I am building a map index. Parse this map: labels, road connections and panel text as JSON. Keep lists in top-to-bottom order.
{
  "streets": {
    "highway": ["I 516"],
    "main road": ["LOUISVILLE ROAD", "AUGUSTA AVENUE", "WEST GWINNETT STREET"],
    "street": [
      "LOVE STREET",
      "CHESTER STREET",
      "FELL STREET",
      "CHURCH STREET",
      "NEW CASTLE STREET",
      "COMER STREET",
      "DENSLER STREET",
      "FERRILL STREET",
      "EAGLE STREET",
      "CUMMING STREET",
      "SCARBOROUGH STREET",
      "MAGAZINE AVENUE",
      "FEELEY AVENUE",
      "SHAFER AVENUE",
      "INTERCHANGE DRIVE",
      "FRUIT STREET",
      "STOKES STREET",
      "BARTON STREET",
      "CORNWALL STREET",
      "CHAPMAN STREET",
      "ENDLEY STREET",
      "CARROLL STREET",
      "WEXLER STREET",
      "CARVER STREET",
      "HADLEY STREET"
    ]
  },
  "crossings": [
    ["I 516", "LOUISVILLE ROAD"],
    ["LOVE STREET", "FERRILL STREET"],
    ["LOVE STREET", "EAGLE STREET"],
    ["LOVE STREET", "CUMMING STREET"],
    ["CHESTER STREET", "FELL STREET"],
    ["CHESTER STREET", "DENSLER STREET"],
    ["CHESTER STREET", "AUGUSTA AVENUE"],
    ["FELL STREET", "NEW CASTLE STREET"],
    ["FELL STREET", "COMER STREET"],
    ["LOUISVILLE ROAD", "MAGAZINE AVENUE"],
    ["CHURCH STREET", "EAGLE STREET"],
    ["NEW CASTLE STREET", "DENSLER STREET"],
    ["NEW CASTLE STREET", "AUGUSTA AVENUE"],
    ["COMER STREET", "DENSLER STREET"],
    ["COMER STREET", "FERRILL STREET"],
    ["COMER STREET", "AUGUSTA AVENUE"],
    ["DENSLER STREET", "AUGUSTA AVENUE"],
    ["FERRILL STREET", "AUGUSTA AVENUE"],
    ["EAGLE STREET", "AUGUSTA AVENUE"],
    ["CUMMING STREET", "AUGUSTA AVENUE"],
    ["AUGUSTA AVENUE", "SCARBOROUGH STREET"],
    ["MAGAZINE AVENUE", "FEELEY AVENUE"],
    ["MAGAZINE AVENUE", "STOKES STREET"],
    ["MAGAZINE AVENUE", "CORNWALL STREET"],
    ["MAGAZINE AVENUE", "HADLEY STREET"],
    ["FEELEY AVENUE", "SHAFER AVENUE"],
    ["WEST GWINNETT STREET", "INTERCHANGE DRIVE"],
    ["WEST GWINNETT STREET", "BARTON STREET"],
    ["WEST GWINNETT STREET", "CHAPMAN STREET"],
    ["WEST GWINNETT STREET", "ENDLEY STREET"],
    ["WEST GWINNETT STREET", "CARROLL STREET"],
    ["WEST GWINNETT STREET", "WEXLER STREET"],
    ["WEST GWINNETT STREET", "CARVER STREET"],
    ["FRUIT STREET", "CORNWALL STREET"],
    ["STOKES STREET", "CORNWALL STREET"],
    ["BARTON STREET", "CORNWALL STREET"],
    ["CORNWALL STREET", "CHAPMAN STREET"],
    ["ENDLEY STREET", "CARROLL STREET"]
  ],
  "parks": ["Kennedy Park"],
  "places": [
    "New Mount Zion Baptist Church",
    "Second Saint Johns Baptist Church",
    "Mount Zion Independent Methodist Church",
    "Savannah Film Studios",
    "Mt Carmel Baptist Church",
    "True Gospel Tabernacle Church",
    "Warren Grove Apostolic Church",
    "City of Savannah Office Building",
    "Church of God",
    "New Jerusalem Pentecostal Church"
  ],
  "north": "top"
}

_ _ _

WHAT IS REQUIRED: Could you copy out every line in the listing where the word "CHAPMAN" appears?

TASK SOLUTION:
      "CHAPMAN STREET",
    ["WEST GWINNETT STREET", "CHAPMAN STREET"],
    ["CORNWALL STREET", "CHAPMAN STREET"],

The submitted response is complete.